[Our] starting-point must be the only extant Shakespearean holograph [the so-called 'hand D' in the Play of Sir Thomas More], hereafter called More. This excerpt is duly reproduced in facsimile, together with expert commentary, in the Riverside edition. Its clearest characteristic is its intense variability of spelling; thus the word sheriff appears as Shreiff, shreef, shreeve, Shrieue and Shreue, all within five lines.
It is no surprise, then, that Hamlet Q2 exhibits this same feature. Even after extensive compositorial normalisation (inferable from such facts as the replacement of More's 'coold', 'should' and 'woold' by the conventional forms, throughout every edition of all the plays and poems) there are still hundreds of variants and other idiosyncrasies. For example, in addition to the triplets (i.e. three different ways of spelling the same word) Angel/Angell/Angle, Denmark/Denmarke/Denmarke and do/doe/doo, Q2 contains hundreds of doublets, from aloofe/a loofe to you'l/you'le. The plain explanation is that these typical Shakespearean variants have eluded the normalization process[...]
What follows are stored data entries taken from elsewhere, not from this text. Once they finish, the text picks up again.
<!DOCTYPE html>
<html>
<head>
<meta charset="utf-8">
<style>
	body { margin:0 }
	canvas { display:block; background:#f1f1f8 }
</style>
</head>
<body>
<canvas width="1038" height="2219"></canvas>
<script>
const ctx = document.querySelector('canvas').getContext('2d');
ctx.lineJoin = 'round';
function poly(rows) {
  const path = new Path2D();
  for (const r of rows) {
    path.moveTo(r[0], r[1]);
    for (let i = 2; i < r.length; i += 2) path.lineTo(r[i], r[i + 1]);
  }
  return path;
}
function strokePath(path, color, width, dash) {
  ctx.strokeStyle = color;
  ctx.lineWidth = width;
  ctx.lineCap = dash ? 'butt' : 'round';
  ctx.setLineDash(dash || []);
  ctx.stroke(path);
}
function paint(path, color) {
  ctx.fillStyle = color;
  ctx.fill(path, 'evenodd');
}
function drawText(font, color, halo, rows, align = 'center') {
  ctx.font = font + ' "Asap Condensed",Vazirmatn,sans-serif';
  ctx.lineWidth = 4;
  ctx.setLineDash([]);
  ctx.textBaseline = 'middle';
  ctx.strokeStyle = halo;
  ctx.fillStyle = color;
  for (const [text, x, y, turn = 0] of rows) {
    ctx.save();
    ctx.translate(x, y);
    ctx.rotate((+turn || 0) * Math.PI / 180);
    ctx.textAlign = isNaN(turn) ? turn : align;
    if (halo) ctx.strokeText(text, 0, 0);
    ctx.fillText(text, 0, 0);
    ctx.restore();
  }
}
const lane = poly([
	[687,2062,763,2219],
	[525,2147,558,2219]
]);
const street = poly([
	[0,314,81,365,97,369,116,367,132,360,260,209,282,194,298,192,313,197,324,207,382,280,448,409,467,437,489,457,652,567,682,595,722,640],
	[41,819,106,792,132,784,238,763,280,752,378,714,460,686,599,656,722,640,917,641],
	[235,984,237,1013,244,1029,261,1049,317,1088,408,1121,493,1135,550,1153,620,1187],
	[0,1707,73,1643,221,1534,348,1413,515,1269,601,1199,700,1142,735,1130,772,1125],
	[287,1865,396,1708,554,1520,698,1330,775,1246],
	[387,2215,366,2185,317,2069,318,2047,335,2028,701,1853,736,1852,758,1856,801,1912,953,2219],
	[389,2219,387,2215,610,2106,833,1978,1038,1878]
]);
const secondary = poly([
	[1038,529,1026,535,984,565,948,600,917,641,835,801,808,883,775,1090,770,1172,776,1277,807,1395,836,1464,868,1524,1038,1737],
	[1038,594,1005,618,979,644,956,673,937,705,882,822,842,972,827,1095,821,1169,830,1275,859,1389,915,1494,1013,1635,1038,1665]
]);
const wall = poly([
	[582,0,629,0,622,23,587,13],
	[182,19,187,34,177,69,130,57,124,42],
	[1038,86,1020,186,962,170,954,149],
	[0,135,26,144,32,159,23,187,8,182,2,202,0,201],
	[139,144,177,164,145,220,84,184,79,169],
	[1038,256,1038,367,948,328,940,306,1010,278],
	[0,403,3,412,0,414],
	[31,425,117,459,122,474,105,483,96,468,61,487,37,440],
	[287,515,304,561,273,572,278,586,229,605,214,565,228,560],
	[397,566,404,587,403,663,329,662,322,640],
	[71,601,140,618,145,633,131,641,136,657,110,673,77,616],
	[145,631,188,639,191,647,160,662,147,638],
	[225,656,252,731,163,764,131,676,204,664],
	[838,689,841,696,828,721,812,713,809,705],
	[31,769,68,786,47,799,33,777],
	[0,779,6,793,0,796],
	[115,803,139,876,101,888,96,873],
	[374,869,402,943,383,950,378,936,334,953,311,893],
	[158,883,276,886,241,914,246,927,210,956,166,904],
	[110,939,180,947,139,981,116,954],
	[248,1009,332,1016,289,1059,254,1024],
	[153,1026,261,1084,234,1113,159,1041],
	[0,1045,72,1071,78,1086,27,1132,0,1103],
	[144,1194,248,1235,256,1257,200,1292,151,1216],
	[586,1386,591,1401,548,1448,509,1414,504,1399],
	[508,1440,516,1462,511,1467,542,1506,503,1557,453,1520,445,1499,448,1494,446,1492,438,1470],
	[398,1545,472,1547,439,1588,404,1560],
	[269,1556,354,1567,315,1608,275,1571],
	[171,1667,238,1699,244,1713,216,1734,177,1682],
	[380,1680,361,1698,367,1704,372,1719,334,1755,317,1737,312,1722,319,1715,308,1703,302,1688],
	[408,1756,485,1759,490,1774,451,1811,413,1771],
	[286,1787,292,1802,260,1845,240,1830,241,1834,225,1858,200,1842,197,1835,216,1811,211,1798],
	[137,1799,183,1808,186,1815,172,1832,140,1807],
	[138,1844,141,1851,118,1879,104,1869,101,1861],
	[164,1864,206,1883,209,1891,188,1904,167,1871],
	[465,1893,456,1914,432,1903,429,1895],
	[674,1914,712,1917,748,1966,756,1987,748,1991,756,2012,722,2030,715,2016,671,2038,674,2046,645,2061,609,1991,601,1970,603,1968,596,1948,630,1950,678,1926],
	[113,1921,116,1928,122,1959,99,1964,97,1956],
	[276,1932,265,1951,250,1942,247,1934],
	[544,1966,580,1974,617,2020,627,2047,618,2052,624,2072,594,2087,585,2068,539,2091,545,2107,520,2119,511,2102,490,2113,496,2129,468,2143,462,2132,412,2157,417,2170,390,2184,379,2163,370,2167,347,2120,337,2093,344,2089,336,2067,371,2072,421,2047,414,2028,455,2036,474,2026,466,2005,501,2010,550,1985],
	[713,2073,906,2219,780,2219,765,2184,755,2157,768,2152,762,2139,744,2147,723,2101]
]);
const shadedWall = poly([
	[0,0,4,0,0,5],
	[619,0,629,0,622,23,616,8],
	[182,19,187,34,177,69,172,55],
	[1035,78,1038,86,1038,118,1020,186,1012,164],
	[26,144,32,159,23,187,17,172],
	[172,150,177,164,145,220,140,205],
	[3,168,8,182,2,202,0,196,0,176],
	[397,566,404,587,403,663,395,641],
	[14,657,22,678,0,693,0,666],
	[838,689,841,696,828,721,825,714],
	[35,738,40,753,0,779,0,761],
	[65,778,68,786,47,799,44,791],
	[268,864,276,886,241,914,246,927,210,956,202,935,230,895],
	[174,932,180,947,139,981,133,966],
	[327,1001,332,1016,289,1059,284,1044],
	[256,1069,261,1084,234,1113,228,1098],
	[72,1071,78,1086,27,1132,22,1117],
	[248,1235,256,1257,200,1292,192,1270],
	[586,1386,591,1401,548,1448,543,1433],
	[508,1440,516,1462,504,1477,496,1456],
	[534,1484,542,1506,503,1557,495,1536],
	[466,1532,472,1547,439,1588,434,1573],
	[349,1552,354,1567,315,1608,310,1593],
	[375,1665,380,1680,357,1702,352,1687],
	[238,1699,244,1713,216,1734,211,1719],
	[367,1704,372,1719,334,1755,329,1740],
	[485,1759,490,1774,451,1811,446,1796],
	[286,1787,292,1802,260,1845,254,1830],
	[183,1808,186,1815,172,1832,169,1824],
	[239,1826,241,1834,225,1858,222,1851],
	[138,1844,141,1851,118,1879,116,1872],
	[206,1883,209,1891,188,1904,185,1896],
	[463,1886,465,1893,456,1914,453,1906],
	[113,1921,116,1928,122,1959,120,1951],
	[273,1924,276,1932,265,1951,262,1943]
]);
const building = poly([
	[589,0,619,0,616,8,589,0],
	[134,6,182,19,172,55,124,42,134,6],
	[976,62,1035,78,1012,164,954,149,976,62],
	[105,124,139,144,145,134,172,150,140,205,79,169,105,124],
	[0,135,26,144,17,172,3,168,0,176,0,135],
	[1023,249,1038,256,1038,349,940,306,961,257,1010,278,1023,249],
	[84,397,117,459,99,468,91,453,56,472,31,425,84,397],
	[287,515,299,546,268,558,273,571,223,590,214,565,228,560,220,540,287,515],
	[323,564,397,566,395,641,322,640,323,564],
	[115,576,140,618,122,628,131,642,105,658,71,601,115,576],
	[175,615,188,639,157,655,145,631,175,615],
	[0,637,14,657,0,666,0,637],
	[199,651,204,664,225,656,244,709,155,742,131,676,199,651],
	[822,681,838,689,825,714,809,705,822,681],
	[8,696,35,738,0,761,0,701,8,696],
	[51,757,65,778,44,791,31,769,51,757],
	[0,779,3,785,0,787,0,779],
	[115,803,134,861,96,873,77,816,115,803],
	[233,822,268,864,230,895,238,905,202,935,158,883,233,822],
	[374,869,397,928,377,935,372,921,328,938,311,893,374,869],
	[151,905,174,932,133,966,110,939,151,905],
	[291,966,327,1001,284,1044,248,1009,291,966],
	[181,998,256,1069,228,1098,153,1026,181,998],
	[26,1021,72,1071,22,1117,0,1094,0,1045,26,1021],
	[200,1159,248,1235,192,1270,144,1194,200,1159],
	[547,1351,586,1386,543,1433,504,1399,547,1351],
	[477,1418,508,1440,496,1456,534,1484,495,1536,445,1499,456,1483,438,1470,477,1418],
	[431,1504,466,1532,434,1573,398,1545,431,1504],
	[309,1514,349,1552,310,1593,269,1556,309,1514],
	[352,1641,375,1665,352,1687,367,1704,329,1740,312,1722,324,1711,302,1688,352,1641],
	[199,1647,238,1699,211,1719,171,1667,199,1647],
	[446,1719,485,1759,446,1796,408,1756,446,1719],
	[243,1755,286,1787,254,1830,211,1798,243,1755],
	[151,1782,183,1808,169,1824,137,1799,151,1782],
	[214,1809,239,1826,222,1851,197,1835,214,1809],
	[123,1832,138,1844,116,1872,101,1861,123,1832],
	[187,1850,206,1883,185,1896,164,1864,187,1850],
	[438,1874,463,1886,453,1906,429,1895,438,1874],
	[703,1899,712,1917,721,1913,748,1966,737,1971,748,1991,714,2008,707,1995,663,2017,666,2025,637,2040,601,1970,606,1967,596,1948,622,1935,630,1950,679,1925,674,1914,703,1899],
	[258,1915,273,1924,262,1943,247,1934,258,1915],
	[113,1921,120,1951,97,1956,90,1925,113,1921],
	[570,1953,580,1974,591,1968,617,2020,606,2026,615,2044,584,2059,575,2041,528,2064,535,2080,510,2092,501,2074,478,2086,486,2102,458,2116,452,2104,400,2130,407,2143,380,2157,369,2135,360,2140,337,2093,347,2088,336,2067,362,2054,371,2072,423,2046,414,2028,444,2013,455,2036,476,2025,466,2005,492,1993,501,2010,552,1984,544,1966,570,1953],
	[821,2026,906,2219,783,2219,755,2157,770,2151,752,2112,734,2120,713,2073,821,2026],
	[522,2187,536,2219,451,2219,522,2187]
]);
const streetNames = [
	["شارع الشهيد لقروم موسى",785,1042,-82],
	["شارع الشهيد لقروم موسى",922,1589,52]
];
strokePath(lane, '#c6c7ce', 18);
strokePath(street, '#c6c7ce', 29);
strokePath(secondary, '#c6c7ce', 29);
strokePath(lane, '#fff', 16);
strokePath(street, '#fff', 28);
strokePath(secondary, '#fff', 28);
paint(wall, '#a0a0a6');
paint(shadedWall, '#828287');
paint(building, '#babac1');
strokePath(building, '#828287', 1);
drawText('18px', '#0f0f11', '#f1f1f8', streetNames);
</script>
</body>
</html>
But then what of the very same triplets and doublets, in the identical spellings, throughout [the allegedly concocted from memory by some minor reporting actor] Q1 (not just in its first Act)?[...] Q2 misprints as cost (=cast), and sallied (=sullied) occur because (as More shows) Shakespeare's formation of letter a was often indistinguishable from his o or u. But these same misprints also occur in Q1, which plainly implies the same hand behind both.
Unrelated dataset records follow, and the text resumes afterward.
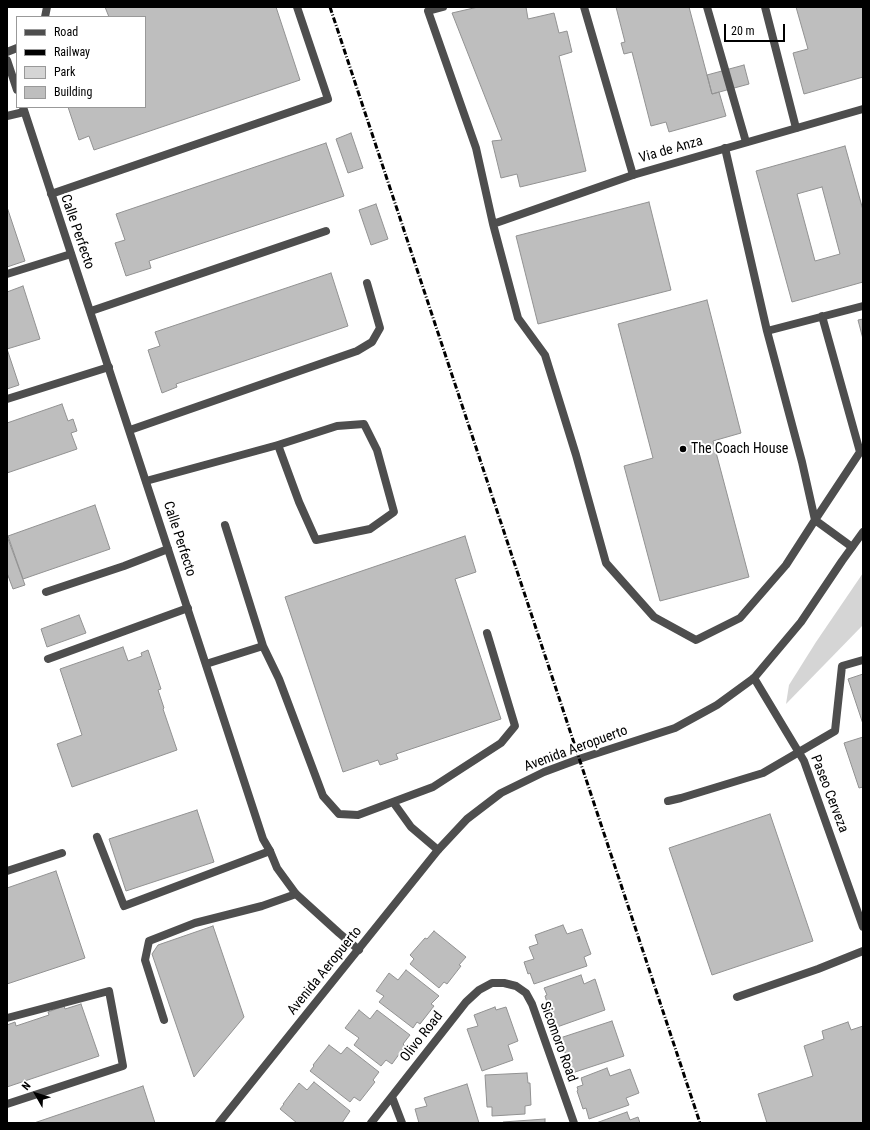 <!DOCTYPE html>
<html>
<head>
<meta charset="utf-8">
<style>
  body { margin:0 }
  #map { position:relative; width:870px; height:1130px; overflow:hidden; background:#fff; font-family:"Roboto Condensed",sans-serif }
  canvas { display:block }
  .frame { position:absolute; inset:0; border:8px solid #000; pointer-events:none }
  .legend { position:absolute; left:16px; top:16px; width:130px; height:92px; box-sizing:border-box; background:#fff; border:1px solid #999; margin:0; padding:5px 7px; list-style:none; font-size:12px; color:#000 }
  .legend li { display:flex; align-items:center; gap:8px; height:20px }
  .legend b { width:20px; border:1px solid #999 }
  .north { position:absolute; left:16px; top:1074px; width:40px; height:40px; -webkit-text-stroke:3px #fff; paint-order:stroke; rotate:309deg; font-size:11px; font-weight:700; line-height:16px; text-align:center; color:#000 }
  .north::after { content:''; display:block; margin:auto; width:14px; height:18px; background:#000; clip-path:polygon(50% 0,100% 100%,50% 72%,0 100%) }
  .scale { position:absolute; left:724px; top:24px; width:61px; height:18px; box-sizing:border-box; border:2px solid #000; border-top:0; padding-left:5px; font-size:12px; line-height:14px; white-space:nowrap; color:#000; -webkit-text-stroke:3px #fff; paint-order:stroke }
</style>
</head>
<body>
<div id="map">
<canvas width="870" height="1130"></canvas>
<div class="frame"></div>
<ul class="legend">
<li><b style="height:5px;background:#4e4e4e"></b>Road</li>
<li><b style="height:5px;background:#000"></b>Railway</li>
<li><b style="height:11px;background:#d5d5d5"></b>Park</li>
<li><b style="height:11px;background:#bebebe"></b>Building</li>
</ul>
<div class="north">N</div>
<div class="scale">20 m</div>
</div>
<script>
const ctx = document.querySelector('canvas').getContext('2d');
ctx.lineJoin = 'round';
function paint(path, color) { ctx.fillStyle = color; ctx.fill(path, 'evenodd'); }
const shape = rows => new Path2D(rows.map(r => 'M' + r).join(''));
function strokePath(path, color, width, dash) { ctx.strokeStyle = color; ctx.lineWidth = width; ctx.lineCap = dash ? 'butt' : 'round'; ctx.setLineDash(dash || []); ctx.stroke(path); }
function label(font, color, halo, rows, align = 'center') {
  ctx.font = font + ' "Roboto Condensed",sans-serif'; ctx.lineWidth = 4; ctx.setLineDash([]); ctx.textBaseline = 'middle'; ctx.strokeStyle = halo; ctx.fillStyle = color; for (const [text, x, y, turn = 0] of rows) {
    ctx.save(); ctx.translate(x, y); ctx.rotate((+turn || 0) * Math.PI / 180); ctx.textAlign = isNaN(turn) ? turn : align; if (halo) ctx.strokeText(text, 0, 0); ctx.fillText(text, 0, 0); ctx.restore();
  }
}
paint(shape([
  [863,573,863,625,786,704,789,685,816,642]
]), '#d5d5d5');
const building = shape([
  [105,7,276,7,300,80,94,150,89,136,79,140,68,107,145,107,145,17,109,17,105,7],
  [478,7,526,7,528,19,554,13,559,33,567,31,572,52,559,56,586,171,520,187,517,174,501,178,492,141,502,140,452,13,478,7],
  [616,7,689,7,712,94,719,92,726,116,669,132,666,122,651,126,632,52,624,54,621,43,625,42,616,7],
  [796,7,863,7,863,77,804,94,793,53,808,49,796,7],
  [744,65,749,84,712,94,707,75,744,65],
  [351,133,363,168,348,173,336,139,351,133],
  [326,143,344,196,149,261,151,268,126,276,115,243,125,240,116,214,326,143],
  [845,146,863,210,863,282,792,302,756,171,845,146],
  [822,187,840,254,815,261,797,194,822,187],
  [649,202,671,290,538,324,516,236,649,202],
  [376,204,388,239,371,245,359,210,376,204],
  [7,207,25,261,7,267,7,207],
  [331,273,348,326,176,384,177,387,162,393,148,350,160,346,155,332,331,273],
  [23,286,40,339,7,349,19,385,7,389,7,292,23,286],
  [707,300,741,433,713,441,749,577,660,601,624,466,653,458,618,324,707,300],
  [863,319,863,339,858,320,863,319],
  [62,404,68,421,73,419,77,431,71,433,77,449,7,473,7,423,62,404],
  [95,505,110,549,23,579,8,536,95,505],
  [7,536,25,585,13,589,7,573,7,536],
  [465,536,476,572,455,579,501,719,396,754,398,759,380,765,378,760,343,772,285,597,465,536],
  [79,615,86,633,47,647,41,629,79,615],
  [123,647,128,661,142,656,141,653,148,650,161,689,158,690,164,708,163,709,177,750,72,787,57,744,82,735,60,669,123,647],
  [863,674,863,724,848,679,863,674],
  [863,737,863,787,859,788,844,743,863,737],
  [197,810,214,862,126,891,109,839,197,810],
  [770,814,813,941,712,975,669,848,770,814],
  [56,871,85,958,7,984,7,888,56,871],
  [563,925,567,934,582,929,591,954,584,957,587,966,534,984,530,973,528,974,524,962,534,959,529,947,538,944,535,935,563,925],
  [213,926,244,1017,194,1077,152,954,158,945,213,926],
  [434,931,466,957,459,965,461,966,447,984,444,982,439,988,410,964,414,959,410,955,425,938,427,939,434,931],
  [406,970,439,996,431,1004,434,1006,420,1024,417,1022,413,1028,379,1002,384,996,376,991,389,973,398,980,406,970],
  [581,975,584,984,595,979,605,1010,557,1027,554,1017,552,1018,545,996,547,995,544,988,581,975],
  [81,1004,99,1056,7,1087,7,1025,15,1022,16,1026,49,1015,48,1012,64,1006,65,1009,81,1004],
  [495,1007,496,1010,506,1007,518,1041,508,1045,513,1060,482,1071,467,1029,478,1026,474,1015,495,1007],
  [359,1010,370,1019,377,1010,410,1035,403,1044,405,1046,392,1064,386,1060,381,1066,354,1045,359,1038,345,1028,359,1010],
  [612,1021,624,1056,572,1073,560,1038,612,1021],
  [848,1022,851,1030,863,1026,863,1123,767,1123,758,1094,813,1076,804,1046,824,1039,822,1031,848,1022],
  [329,1045,341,1054,347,1047,379,1072,373,1080,375,1082,360,1101,354,1097,350,1102,310,1071,314,1066,313,1065,329,1045],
  [607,1068,610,1076,630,1069,639,1093,626,1098,629,1105,589,1119,586,1108,583,1109,577,1091,578,1090,577,1087,583,1085,581,1078,607,1068],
  [527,1073,528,1083,530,1083,531,1105,525,1106,525,1114,492,1116,492,1107,487,1107,485,1075,527,1073],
  [314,1082,350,1111,342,1123,297,1123,280,1109,284,1104,283,1104,299,1083,307,1090,314,1082],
  [467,1084,479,1123,419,1123,415,1109,427,1106,424,1098,467,1084],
  [143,1086,155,1123,34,1123,143,1086],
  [627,1112,630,1120,638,1117,640,1123,596,1123,627,1112],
  [545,1119,545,1123,503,1123,503,1122,545,1119]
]);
paint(building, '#bebebe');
strokePath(building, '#929292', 1);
strokePath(shape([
  [443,7,428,11,476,148,493,224],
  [707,7,746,142],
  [765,7,796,128],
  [45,17,47,7],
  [7,52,17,48],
  [7,116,24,112],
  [725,148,767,331,863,306],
  [633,175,493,224,518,318,545,355,576,455,606,563,654,617,696,640,740,618,786,565,815,520,802,462,767,331],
  [51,194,328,99,297,7],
  [7,274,71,254],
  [91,311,326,231],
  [822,316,860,452,815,520,852,547],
  [7,399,109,367],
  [130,430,357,351,372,342,380,328,367,283],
  [146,481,278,445,337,426,364,424,377,450,394,512,370,529,316,540,299,502,278,445],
  [225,525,263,646],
  [46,592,124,566,168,549],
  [48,659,188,608],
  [206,664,263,646,279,679,323,796,339,814,358,815,433,787,501,743,515,726,487,633],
  [668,801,681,798,763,773,835,731,842,666,863,660],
  [393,802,411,827,438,850],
  [97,837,124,906,270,851],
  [7,871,62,853],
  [737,997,818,969,863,951],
  [7,1018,109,991,123,1066,7,1104],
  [164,1020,145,960,149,941,195,923,262,906,296,894]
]), '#4e4e4e', 8);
strokePath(shape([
  [584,7,633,175,863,109],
  [7,60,17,90],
  [23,107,263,839,270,851,277,868,296,894,339,933,359,950],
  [754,678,804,761,863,927],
  [392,1097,402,1123],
  [371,1123,466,1002,479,990,492,983,504,983,516,986,526,993,532,1004,574,1123]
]), '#4e4e4e', 8);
strokePath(shape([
  [219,1123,438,850,467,819,501,793,544,772,579,759,675,728,717,705,754,678,801,622,842,561,863,532]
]), '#4e4e4e', 8);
strokePath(shape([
  [330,7,700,1123]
]), '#000', 3, [6, 2, 1, 2]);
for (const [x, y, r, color] of [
  [683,449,4,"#000"]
]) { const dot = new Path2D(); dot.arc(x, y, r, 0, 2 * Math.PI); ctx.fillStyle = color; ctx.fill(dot); strokePath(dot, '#fff', 1.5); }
label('14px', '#000', '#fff', [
  ["Via de Anza",671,150,-16],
  ["Calle Perfecto",77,232,71],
  ["Calle Perfecto",179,539,72],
  ["Avenida Aeropuerto",576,749,-20],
  ["Paseo Cerveza",829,794,69],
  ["Avenida Aeropuerto",325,971,-51],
  ["Olivo Road",422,1037,-52],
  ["Sicomoro Road",558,1042,70]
]);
label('14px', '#000', '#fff', [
  ["The Coach House",691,449]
], 'left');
</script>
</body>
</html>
[...] Shakespeare's own writing was in the highest degree variable; and the[se] twenty-two lines in question [I.i.58-79] come from different editions of different versions set up by different compositors at different times in different workshops.[...] So the Q2 compositors were evidently not just copying from Q1. Yet almost all the shared words in each Quarto text are identical, including such eccentric spelling and typography as smot (=smote), sleaded (=sledded), pollax (=Polacks), strikt (=strict), cost (=cast), Cannon, forraine (=foreign), ship-writes (=shipwrights), ioynt (=joint). [...]All the variants, are prima facie Shakespearean, thus the variable speech-prefixes, the presence or absence of initial capitals or of final -e, the occasional use of ea for e, or ow for ou, the interchangeability of i and y, the otiose apostrophe and the phonetic spellings, can readily be matched from More and other authentic sources, including Hamlet Q2.
[...] The following selection of Q2 spellings, which (being printed from his autograph) are prima facie Shakespearean, is restricted to items which occur in Acts II-V: advise (=advice), borne (=born), cald (=called), cauiary (=caviare), chuse (=choose), cleere (=clear), eosin (=cousin), deere (=dear), Duckat (=ducat), I (=ay), Iigge (=jig), leasure (=leisure), loose (=lose), magicke, mettle (=metal), mistris (=mistress), musicke, neere (=near), Nemeon (=Nemean), of (=off), penitrable (=penetrable), perdy (=the expletive pardieu), prethee (=prithee), prophecie (=prophesy), spunge (=sponge), sute (=suit), tuch (=touch), yeeld (yield) and so forth. But exactly the same spellings and usages appear in Q1, Acts II-V.